Copy each line from the records below in which the word "absolute" is found.

● Records to use
━━━

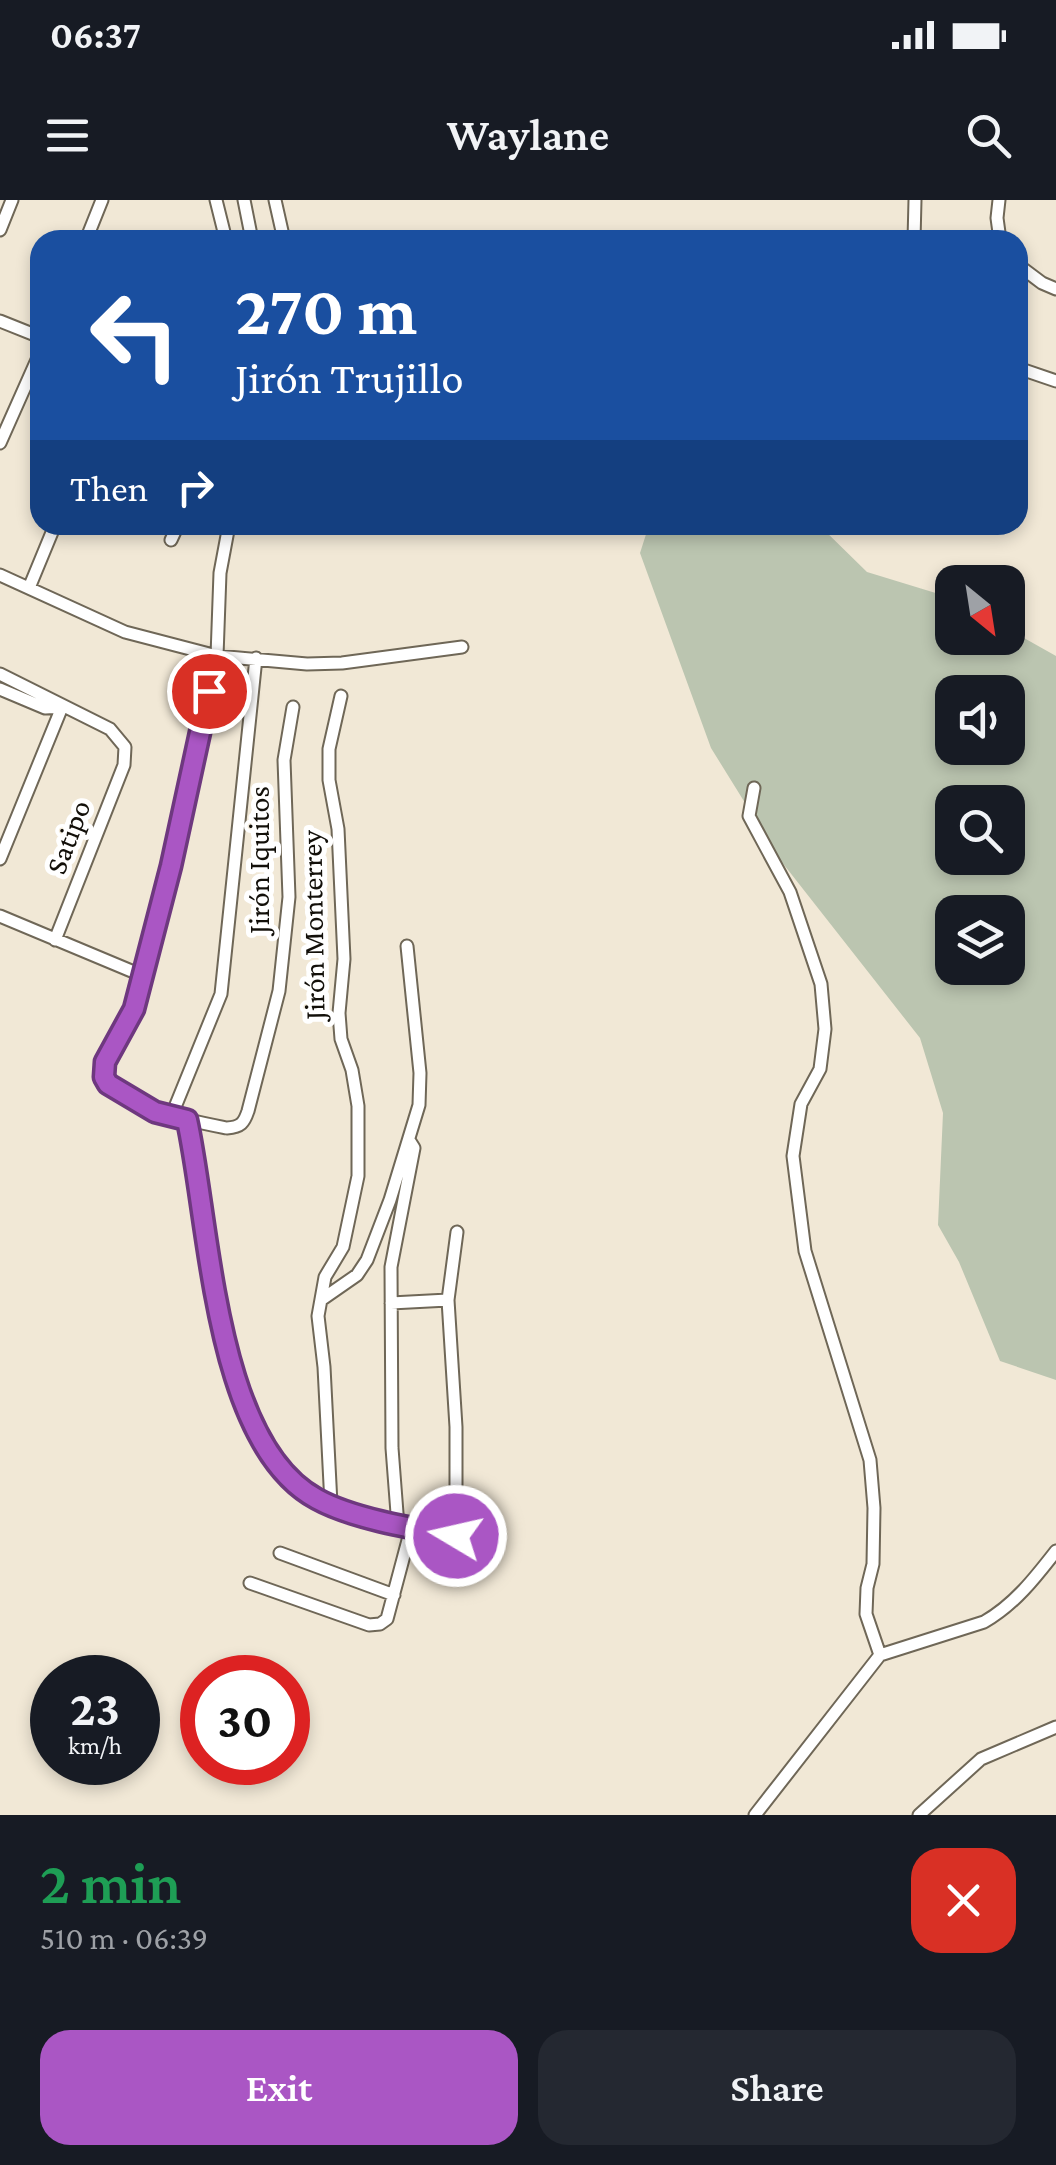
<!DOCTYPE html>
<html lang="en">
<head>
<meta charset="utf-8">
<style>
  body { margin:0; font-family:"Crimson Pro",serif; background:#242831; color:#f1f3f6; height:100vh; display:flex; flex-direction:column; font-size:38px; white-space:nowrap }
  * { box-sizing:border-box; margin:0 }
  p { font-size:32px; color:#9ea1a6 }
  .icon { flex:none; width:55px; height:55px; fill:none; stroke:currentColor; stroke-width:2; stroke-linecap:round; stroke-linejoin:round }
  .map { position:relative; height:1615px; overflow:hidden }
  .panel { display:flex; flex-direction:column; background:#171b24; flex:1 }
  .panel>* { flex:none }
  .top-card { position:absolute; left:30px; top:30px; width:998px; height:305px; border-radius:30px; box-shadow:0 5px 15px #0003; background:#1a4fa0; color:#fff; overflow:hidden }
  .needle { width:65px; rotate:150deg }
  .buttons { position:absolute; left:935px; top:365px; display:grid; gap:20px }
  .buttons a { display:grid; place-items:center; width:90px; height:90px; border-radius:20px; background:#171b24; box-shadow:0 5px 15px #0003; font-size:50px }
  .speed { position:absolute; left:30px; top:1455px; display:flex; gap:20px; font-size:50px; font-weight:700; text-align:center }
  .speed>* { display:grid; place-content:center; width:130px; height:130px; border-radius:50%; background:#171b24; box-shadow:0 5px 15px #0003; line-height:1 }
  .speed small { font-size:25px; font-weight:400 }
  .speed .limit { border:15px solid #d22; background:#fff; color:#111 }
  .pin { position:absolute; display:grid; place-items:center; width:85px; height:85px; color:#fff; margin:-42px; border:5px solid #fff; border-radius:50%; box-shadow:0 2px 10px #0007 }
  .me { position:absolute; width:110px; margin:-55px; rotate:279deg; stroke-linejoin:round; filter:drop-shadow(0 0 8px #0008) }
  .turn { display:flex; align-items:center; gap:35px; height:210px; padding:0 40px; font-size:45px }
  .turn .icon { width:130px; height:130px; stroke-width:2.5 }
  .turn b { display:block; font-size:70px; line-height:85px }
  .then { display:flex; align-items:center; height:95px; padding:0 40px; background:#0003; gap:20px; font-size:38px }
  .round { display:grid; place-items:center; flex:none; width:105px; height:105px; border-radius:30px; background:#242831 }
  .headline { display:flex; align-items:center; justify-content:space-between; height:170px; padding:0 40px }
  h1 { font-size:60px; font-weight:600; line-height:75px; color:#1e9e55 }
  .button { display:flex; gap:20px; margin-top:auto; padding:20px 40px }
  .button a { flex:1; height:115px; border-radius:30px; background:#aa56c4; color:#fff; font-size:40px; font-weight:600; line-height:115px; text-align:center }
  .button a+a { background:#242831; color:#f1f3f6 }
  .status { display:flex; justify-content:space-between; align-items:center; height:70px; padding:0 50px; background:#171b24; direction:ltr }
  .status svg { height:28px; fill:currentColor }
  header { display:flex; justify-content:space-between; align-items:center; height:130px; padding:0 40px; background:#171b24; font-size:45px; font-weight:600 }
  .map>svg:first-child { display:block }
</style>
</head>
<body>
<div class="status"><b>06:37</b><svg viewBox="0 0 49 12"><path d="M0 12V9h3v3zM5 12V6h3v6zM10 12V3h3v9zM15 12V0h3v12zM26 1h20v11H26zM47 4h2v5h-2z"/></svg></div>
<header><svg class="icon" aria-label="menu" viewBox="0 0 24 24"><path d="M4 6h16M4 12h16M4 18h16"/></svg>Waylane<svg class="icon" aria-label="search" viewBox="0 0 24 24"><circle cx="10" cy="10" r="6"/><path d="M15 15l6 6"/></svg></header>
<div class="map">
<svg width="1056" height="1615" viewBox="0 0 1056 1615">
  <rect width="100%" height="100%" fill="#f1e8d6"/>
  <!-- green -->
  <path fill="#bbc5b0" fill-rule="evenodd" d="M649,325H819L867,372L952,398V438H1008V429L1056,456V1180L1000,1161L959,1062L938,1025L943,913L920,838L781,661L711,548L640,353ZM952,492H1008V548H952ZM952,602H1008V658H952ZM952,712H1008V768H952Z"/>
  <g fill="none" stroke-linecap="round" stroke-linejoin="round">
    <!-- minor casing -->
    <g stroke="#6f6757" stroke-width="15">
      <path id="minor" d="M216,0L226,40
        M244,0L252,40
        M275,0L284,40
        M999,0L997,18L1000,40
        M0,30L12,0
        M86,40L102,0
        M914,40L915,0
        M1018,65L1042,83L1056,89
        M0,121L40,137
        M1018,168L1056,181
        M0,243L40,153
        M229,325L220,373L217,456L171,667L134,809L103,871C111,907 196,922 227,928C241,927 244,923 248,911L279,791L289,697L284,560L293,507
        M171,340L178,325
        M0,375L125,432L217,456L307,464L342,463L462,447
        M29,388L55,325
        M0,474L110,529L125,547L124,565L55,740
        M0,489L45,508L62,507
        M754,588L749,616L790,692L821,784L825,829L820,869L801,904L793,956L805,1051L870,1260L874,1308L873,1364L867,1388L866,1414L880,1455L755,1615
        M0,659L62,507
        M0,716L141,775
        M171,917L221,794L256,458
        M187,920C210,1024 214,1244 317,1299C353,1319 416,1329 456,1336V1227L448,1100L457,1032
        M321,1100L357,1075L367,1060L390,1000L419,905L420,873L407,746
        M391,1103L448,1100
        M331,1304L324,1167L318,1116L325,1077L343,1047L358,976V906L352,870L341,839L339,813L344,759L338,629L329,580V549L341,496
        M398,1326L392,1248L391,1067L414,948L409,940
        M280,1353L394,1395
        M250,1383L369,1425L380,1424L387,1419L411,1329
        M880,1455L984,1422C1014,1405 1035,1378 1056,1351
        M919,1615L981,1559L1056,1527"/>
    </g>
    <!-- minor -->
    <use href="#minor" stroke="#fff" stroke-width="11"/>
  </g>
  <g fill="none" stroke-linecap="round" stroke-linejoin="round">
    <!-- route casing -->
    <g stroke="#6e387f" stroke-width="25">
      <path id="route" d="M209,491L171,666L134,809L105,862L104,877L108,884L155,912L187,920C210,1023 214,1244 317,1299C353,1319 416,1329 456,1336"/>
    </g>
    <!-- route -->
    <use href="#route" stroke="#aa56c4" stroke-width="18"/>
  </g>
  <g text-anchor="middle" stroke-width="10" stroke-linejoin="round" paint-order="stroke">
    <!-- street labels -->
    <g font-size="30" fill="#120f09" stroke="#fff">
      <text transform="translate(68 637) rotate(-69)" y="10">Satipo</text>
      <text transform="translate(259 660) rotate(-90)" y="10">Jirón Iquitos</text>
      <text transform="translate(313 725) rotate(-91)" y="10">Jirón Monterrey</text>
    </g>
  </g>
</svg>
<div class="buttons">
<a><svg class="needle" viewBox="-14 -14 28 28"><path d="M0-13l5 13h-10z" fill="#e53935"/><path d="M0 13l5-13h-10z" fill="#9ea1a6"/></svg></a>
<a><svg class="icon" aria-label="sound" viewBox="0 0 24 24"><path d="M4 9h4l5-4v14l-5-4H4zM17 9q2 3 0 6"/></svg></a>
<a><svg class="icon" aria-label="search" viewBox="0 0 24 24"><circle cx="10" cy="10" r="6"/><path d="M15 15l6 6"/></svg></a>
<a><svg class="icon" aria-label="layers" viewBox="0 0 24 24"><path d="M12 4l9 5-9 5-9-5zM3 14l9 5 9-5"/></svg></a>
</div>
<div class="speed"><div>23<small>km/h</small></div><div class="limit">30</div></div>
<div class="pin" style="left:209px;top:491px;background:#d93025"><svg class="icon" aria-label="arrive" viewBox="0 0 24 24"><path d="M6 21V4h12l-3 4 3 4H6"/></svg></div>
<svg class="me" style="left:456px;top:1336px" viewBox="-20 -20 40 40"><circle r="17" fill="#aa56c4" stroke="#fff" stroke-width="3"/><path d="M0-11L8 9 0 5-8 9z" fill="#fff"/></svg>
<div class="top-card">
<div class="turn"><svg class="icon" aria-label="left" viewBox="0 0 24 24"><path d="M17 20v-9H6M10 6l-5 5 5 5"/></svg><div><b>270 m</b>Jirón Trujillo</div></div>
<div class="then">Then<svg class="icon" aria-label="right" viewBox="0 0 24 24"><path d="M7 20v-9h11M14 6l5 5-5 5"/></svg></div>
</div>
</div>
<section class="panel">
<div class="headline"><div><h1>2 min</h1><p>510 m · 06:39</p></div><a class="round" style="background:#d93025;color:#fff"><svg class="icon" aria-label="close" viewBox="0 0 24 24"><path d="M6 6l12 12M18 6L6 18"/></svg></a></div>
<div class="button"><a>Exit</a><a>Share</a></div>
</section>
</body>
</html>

━━━

● Task result
  .top-card { position:absolute; left:30px; top:30px; width:998px; height:305px; border-radius:30px; box-shadow:0 5px 15px #0003; background:#1a4fa0; color:#fff; overflow:hidden }
  .buttons { position:absolute; left:935px; top:365px; display:grid; gap:20px }
  .speed { position:absolute; left:30px; top:1455px; display:flex; gap:20px; font-size:50px; font-weight:700; text-align:center }
  .pin { position:absolute; display:grid; place-items:center; width:85px; height:85px; color:#fff; margin:-42px; border:5px solid #fff; border-radius:50%; box-shadow:0 2px 10px #0007 }
  .me { position:absolute; width:110px; margin:-55px; rotate:279deg; stroke-linejoin:round; filter:drop-shadow(0 0 8px #0008) }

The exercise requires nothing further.